- _ACTIVITY_
The lines to extract run from the first line of the material below to the line containing "position:absolute; left:24px; top:24px;", both included; leave the pictures behind.

▶

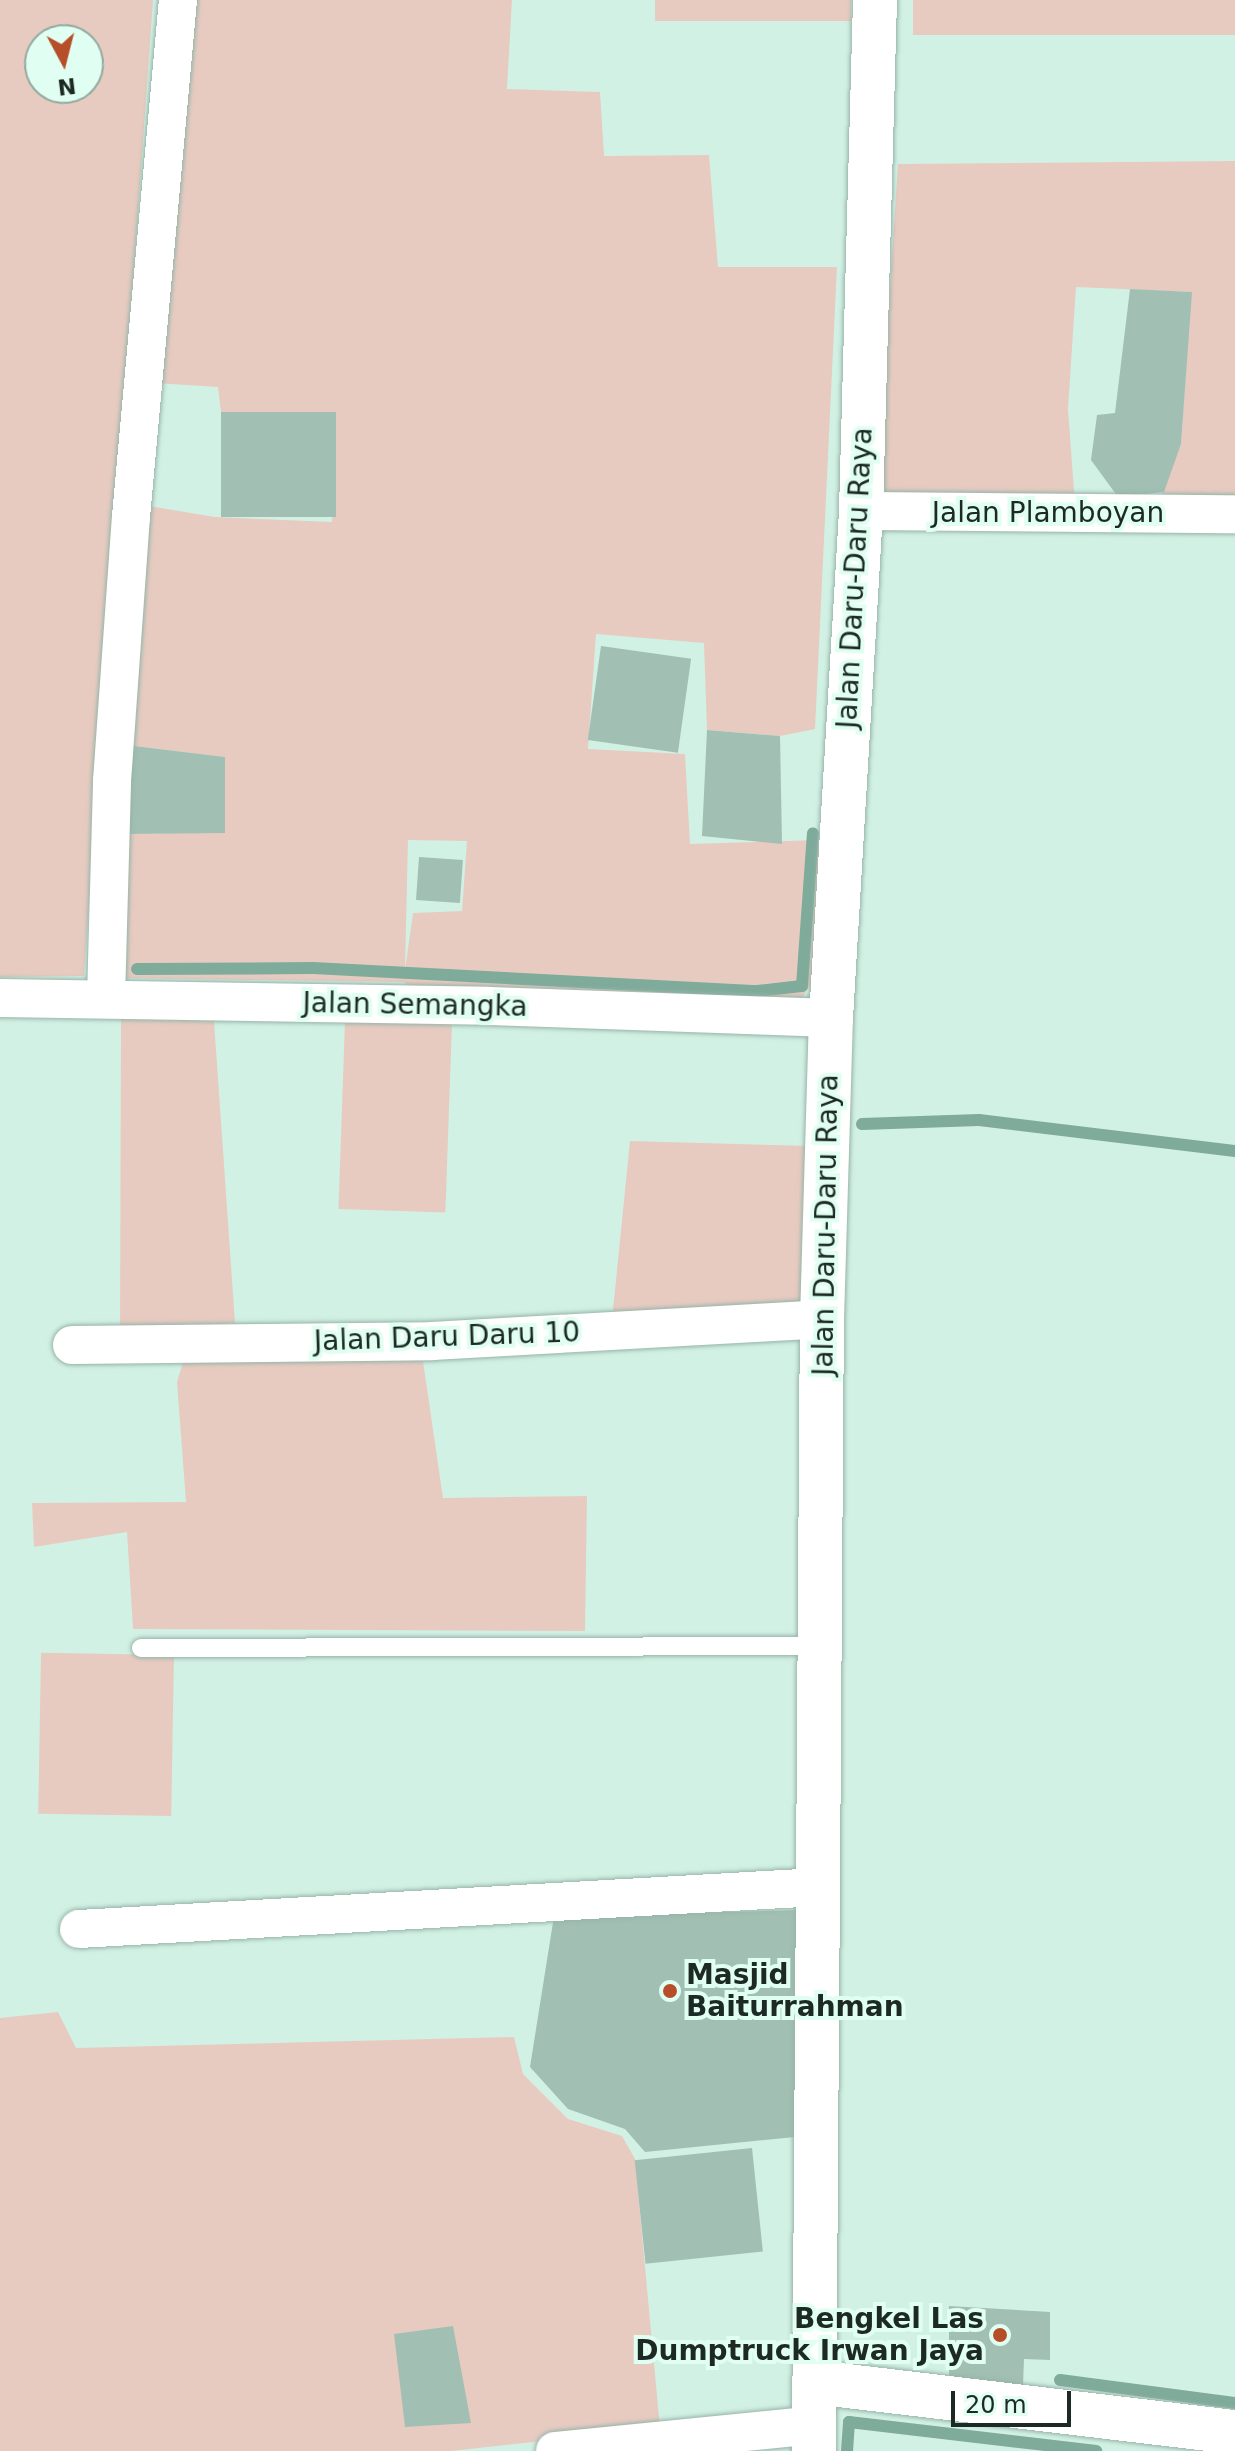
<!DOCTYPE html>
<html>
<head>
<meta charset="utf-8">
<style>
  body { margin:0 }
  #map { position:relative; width:1235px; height:2451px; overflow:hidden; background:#d2f1e5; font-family:"DejaVu Sans",sans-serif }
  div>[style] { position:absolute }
  .green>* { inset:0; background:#e7cbc1; transform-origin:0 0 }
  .stream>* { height:12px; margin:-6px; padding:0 6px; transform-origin:6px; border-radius:6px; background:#7fab9b }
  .building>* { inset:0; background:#a1bfb3; transform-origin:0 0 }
  .roads { filter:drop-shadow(0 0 2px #97b4a8) drop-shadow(0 0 2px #97b4a8) }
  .lane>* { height:18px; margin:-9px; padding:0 9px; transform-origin:9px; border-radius:9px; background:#fff }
  .street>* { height:38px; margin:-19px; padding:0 19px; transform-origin:19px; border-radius:19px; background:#fff }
  .secondary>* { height:44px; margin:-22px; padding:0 22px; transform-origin:22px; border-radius:22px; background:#fff }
  .dots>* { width:22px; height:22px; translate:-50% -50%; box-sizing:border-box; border:4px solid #e0fff2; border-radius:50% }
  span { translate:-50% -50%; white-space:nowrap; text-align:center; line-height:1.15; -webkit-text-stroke:8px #e0fff2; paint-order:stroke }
  .street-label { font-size:28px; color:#1d2924 }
  .poi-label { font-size:28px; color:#1d2924; font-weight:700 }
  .left { translate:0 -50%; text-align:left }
  .right { translate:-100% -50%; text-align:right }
  .north { position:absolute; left:24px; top:24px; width:80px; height:80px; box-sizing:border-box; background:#e0fff2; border:2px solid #92a9a0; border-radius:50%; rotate:173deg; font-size:22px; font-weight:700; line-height:32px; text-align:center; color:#1d2924 }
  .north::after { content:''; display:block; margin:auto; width:28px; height:36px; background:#b64f29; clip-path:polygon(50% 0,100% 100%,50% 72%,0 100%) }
  .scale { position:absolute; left:951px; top:2391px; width:120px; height:36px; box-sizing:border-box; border:4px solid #1d2924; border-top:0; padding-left:10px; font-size:24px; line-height:28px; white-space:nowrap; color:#1d2924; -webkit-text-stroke:6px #e0fff2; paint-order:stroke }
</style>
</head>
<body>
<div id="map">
  <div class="green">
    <div style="clip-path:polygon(evenodd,0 0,153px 0,84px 976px,0 977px,0 0,40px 40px,88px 40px,88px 88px,40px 88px,40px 40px)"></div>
    <div style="clip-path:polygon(evenodd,191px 0,512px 0,507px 89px,600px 92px,604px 156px,709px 155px,718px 267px,837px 267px,815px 729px,780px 736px,707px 730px,704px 643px,596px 634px,588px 749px,685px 754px,690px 844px,820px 840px,812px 983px,799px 1002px,409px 987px,404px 982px,123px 978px,124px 834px,225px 832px,225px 757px,134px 746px,149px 506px,215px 517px,332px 522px,336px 412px,221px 412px,218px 387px,155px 383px,191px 0,408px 840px,467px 841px,462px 911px,413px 913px,405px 970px,408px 840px)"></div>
    <div style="left:655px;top:0;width:196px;height:21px"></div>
    <div style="left:913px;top:0;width:322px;height:35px"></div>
    <div style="clip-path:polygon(1235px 161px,1235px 506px,1156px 509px,1181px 444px,1191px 292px,1076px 287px,1068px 409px,1075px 504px,876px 501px,898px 164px)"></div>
    <div style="clip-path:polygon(121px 1018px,214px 1021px,235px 1323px,120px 1331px)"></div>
    <div style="left:345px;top:1021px;width:107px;height:188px;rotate:2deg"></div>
    <div style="clip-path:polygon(630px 1141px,811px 1146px,806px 1310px,612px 1320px)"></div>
    <div style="clip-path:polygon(422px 1354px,443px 1498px,587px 1496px,585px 1631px,133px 1629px,127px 1532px,34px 1547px,32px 1503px,186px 1502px,177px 1382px,185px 1356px)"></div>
    <div style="left:174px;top:1655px;width:161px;height:133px;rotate:91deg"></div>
    <div style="clip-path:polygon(58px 2012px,76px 2048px,514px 2037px,523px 2074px,568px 2119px,622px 2136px,635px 2159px,660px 2428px,451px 2451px,0 2451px,0 2018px)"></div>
  </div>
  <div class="stream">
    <div style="left:137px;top:969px;width:176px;rotate:-0.3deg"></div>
    <div style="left:313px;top:968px;width:445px;rotate:3deg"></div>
    <div style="left:757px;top:991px;width:45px;rotate:-6.3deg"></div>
    <div style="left:802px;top:986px;width:153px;rotate:-85.9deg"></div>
    <div style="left:862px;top:1124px;width:117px;rotate:-2deg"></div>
    <div style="left:979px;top:1120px;width:258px;rotate:6.9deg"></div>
    <div style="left:1060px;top:2380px;width:177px;rotate:7.5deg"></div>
    <div style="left:847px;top:2451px;width:29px;rotate:-86deg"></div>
    <div style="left:849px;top:2422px;width:249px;rotate:6.7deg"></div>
  </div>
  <div class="building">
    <div style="clip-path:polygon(1130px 289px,1192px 292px,1181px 444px,1164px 492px,1118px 497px,1091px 460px,1097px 415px,1115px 413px)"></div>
    <div style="left:221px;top:412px;width:115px;height:105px"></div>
    <div style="left:601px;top:646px;width:91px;height:95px;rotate:8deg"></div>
    <div style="clip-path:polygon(707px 730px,780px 736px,782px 844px,702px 836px)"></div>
    <div style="clip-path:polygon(134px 746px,225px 757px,225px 833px,124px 834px)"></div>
    <div style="left:419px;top:857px;width:44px;height:43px;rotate:4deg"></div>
    <div style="clip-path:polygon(800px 1910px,795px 2137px,645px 2152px,625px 2129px,568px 2109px,530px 2067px,554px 1916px)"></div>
    <div style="left:752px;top:2148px;width:104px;height:118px;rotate:84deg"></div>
    <div style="clip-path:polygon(949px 2306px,1050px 2312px,1050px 2360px,1024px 2359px,1023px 2386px,949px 2379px)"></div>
    <div style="clip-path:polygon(453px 2326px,471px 2423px,405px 2427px,394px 2334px)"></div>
  </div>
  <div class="roads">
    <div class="lane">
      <div style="left:141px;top:1648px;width:678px;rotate:-0.17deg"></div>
    </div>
    <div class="street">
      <div style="left:861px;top:511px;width:374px;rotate:0.5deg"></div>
      <div style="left:0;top:998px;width:488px;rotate:0.9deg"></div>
      <div style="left:488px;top:1006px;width:343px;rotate:2deg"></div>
      <div style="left:106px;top:998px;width:217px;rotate:-88.4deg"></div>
      <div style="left:112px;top:781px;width:265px;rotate:-85.9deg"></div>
      <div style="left:131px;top:517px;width:519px;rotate:-84.81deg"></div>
      <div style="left:72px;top:1345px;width:360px;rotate:-0.6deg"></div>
      <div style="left:432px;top:1341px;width:391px;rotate:-3.2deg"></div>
      <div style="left:79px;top:1929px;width:741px;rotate:-3.25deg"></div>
      <div style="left:555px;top:2451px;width:260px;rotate:-5.7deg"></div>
    </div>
    <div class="secondary">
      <div style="left:814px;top:2382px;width:424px;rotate:6.8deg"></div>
      <div style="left:814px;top:2451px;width:1132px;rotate:-89.6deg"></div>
      <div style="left:822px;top:1319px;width:301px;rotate:-88.3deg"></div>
      <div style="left:831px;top:1018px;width:508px;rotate:-86.61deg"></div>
      <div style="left:861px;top:511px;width:511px;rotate:-88.43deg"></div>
    </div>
  </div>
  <div class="dots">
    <div style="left:670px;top:1991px;background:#b64f29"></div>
    <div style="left:1000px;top:2335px;background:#b64f29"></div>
  </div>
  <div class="street-label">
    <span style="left:1048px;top:513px">Jalan Plamboyan</span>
    <span style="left:855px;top:578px;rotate:-87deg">Jalan Daru-Daru Raya</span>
    <span style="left:415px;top:1005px;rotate:1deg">Jalan Semangka</span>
    <span style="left:826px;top:1225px;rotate:-89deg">Jalan Daru-Daru Raya</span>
    <span style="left:447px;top:1337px;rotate:-2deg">Jalan Daru Daru 10</span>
  </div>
  <div class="poi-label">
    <span class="left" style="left:686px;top:1991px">Masjid<br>Baiturrahman</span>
    <span class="right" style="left:984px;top:2335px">Bengkel Las<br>Dumptruck Irwan Jaya</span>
  </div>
  <div class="north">N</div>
  <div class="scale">20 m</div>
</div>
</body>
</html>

◀

- _ANSWER TO THE PROBLEM_
<!DOCTYPE html>
<html>
<head>
<meta charset="utf-8">
<style>
  body { margin:0 }
  #map { position:relative; width:1235px; height:2451px; overflow:hidden; background:#d2f1e5; font-family:"DejaVu Sans",sans-serif }
  div>[style] { position:absolute }
  .green>* { inset:0; background:#e7cbc1; transform-origin:0 0 }
  .stream>* { height:12px; margin:-6px; padding:0 6px; transform-origin:6px; border-radius:6px; background:#7fab9b }
  .building>* { inset:0; background:#a1bfb3; transform-origin:0 0 }
  .roads { filter:drop-shadow(0 0 2px #97b4a8) drop-shadow(0 0 2px #97b4a8) }
  .lane>* { height:18px; margin:-9px; padding:0 9px; transform-origin:9px; border-radius:9px; background:#fff }
  .street>* { height:38px; margin:-19px; padding:0 19px; transform-origin:19px; border-radius:19px; background:#fff }
  .secondary>* { height:44px; margin:-22px; padding:0 22px; transform-origin:22px; border-radius:22px; background:#fff }
  .dots>* { width:22px; height:22px; translate:-50% -50%; box-sizing:border-box; border:4px solid #e0fff2; border-radius:50% }
  span { translate:-50% -50%; white-space:nowrap; text-align:center; line-height:1.15; -webkit-text-stroke:8px #e0fff2; paint-order:stroke }
  .street-label { font-size:28px; color:#1d2924 }
  .poi-label { font-size:28px; color:#1d2924; font-weight:700 }
  .left { translate:0 -50%; text-align:left }
  .right { translate:-100% -50%; text-align:right }
  .north { position:absolute; left:24px; top:24px; width:80px; height:80px; box-sizing:border-box; background:#e0fff2; border:2px solid #92a9a0; border-radius:50%; rotate:173deg; font-size:22px; font-weight:700; line-height:32px; text-align:center; color:#1d2924 }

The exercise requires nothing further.